_Records to use:_
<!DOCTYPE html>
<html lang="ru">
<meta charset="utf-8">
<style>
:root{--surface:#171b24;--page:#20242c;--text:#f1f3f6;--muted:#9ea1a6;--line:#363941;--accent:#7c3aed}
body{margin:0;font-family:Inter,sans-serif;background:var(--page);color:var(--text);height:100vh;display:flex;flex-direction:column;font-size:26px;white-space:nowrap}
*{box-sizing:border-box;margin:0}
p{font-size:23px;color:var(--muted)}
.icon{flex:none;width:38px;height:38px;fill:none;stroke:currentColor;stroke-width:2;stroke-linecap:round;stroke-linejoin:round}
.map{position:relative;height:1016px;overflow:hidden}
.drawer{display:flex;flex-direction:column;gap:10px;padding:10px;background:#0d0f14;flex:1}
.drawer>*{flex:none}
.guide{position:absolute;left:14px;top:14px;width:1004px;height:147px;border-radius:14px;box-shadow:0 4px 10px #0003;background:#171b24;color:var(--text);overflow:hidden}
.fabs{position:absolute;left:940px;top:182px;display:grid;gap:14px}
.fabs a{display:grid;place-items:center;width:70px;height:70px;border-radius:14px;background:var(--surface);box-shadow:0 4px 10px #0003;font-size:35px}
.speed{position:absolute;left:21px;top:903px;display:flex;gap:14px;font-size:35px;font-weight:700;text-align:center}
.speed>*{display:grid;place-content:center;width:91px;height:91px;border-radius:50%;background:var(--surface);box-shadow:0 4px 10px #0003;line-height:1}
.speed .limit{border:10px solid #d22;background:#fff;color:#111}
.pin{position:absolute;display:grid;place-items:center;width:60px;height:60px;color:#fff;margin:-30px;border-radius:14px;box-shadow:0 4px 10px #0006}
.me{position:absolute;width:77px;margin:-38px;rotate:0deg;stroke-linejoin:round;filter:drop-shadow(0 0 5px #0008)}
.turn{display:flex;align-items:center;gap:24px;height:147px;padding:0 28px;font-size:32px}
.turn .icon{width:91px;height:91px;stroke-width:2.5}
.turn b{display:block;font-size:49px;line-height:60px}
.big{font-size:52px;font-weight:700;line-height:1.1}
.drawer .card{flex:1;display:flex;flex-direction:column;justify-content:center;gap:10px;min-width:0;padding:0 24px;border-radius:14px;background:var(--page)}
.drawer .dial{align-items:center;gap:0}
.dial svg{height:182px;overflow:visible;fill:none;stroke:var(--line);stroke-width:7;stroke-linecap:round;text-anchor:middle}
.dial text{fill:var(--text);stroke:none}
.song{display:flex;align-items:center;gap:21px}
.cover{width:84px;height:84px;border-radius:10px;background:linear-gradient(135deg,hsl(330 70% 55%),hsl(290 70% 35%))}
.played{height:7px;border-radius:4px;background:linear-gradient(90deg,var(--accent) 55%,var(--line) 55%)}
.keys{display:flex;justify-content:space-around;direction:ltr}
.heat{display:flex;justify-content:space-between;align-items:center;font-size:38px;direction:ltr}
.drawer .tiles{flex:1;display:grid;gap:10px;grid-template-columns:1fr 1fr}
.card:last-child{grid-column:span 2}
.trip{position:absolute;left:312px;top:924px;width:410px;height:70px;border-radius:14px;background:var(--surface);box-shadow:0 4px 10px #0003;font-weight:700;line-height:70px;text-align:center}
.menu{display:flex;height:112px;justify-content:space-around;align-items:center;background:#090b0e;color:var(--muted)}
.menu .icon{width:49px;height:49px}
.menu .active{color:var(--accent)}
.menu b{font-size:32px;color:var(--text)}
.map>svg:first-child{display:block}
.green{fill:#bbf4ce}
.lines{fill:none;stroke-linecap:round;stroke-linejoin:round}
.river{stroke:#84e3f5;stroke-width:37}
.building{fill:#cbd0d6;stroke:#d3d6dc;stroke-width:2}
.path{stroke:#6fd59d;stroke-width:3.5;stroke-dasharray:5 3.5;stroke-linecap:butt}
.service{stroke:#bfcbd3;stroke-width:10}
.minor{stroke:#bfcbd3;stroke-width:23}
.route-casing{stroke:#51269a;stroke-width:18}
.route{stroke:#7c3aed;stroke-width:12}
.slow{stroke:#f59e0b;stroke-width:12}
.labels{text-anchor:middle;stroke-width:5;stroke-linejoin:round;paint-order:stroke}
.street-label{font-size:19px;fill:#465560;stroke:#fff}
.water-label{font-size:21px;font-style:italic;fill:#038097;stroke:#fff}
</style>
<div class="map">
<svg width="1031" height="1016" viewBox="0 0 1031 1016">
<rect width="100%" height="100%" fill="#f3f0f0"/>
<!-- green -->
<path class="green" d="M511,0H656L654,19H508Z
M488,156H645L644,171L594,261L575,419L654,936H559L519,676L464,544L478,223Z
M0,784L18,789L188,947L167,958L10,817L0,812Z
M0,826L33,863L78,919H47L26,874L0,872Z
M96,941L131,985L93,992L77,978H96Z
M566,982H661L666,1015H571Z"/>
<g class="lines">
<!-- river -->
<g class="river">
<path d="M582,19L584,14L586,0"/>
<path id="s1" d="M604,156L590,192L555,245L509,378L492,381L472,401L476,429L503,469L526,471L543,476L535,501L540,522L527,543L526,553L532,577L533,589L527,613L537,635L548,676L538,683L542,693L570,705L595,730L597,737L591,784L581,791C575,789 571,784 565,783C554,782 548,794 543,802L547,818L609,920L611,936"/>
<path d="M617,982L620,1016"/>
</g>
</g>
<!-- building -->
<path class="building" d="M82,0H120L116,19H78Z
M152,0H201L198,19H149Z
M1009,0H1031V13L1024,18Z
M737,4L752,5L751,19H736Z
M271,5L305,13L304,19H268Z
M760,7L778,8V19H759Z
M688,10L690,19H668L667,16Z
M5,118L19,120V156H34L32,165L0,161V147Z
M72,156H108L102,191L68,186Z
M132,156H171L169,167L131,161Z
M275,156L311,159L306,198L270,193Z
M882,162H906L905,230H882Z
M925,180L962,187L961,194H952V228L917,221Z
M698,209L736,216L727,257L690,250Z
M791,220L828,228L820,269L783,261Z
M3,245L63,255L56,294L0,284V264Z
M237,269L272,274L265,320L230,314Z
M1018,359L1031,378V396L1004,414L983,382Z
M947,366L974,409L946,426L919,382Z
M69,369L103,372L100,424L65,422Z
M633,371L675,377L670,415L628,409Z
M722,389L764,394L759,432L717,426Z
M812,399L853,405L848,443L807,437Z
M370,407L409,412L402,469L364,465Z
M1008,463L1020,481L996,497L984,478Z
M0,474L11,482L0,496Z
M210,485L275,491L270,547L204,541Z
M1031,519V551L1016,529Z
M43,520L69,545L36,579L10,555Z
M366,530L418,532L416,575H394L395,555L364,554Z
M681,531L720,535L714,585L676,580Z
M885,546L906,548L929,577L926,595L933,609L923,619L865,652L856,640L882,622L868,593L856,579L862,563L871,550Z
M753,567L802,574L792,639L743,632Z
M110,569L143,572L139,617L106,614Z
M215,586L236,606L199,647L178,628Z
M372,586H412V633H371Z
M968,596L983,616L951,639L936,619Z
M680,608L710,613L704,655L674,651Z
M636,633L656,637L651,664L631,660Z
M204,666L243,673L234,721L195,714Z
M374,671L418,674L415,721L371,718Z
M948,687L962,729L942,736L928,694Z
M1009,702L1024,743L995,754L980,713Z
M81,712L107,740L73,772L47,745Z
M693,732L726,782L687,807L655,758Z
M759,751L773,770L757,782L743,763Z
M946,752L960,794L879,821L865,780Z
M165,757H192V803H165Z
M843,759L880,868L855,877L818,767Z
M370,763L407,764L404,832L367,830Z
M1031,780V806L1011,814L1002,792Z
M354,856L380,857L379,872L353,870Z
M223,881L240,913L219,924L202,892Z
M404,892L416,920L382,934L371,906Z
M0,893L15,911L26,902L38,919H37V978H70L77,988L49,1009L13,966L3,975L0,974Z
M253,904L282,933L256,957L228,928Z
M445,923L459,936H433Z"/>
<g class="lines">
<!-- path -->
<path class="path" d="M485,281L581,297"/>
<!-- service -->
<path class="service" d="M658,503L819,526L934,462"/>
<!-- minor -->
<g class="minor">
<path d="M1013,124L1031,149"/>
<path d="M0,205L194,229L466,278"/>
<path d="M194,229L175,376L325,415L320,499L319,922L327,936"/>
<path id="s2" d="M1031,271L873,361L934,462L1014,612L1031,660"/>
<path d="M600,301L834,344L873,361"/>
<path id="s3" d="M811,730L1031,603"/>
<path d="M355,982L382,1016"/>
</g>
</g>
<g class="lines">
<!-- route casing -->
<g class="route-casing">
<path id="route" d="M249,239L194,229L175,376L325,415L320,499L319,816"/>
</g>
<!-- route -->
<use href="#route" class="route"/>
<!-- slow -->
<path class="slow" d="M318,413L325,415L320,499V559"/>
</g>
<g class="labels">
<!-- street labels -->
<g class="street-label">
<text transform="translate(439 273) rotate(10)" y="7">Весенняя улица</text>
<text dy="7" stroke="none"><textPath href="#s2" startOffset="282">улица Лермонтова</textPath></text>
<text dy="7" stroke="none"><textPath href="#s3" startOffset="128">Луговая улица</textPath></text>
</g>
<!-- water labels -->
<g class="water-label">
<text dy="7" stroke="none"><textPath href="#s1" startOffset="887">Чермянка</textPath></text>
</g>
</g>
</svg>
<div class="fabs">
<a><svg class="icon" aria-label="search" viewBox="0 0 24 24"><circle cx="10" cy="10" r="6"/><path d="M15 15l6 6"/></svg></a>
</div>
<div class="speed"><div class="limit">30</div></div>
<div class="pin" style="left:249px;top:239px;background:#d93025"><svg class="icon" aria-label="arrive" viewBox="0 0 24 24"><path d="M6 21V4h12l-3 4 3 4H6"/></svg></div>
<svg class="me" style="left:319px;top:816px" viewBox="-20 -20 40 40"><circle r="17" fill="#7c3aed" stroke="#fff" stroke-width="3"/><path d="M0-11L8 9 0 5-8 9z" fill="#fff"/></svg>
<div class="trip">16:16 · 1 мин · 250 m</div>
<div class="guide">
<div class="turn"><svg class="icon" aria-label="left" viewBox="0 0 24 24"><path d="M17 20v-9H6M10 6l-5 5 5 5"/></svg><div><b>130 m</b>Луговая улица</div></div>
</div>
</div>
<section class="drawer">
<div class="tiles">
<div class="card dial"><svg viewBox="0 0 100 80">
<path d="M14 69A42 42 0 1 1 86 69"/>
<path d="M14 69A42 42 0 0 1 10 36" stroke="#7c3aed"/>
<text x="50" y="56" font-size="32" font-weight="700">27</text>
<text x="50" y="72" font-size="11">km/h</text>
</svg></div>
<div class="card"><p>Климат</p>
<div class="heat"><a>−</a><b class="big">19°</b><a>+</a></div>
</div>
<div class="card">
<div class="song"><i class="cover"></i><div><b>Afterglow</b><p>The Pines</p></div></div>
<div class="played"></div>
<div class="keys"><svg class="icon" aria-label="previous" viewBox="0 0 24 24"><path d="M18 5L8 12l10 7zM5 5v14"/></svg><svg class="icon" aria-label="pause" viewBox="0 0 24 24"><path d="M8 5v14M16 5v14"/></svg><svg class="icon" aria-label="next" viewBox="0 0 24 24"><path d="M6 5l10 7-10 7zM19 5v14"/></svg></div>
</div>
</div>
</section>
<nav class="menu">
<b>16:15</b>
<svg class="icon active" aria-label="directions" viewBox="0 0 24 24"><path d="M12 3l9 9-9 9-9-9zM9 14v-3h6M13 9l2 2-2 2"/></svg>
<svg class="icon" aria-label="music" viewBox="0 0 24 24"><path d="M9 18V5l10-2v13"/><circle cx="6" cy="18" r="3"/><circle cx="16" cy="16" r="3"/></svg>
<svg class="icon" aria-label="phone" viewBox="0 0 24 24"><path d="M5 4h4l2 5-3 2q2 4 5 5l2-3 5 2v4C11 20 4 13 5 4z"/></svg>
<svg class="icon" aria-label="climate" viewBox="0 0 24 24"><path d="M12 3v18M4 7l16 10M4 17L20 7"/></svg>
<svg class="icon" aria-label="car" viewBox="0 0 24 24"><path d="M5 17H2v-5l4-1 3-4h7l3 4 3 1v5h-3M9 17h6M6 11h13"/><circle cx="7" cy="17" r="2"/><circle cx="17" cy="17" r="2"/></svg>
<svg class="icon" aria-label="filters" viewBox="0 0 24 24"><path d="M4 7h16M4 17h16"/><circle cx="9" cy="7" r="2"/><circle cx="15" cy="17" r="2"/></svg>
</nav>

_Your objective:_ Your reply must consist of one number, the count of lines in the entries that hold "gradient".

_Task answer:_ 2